→ ABOUT THIS EXERCISE: Your answer needs to include each line of the records in which the string "picture" can be found.

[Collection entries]
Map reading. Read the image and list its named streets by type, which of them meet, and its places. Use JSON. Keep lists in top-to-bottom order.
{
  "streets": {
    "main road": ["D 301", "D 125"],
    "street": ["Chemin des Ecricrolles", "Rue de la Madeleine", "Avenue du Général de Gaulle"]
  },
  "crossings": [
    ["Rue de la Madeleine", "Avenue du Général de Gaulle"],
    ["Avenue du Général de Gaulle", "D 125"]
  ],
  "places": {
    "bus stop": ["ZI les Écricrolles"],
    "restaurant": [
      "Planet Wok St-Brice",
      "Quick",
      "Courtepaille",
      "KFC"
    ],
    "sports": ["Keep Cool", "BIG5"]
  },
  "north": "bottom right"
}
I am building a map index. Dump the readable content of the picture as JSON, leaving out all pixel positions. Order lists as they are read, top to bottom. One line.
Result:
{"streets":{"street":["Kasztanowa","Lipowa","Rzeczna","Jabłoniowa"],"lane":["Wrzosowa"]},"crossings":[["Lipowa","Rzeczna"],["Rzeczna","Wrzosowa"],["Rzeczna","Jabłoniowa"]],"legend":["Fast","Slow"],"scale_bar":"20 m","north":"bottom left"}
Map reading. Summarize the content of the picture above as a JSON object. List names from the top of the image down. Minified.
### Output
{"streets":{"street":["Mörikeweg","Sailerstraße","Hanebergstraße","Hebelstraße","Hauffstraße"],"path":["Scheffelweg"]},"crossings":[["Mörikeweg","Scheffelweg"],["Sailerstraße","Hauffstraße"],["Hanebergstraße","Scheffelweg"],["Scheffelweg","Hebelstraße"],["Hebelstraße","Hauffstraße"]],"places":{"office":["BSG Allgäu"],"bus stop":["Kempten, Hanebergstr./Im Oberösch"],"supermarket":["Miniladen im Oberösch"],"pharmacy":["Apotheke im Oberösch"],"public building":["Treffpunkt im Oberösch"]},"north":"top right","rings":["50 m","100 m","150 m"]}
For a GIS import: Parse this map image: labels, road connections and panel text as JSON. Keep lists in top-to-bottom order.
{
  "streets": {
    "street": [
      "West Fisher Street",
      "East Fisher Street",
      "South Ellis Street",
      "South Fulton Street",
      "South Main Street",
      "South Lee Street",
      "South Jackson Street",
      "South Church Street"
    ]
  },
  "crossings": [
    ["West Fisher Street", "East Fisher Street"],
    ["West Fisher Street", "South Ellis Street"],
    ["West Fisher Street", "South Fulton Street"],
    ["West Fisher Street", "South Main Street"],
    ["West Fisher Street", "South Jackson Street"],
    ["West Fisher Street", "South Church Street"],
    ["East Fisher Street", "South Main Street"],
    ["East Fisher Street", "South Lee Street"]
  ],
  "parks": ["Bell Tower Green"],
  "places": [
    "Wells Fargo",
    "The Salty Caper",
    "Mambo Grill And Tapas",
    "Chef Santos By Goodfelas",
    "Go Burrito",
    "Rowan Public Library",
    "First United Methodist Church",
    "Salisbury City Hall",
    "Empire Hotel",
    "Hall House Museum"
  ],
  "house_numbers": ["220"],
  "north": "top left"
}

→ TASK SOLUTION:
I am building a map index. Dump the readable content of the picture as JSON, leaving out all pixel positions. Order lists as they are read, top to bottom. One line.
Map reading. Summarize the content of the picture above as a JSON object. List names from the top of the image down. Minified.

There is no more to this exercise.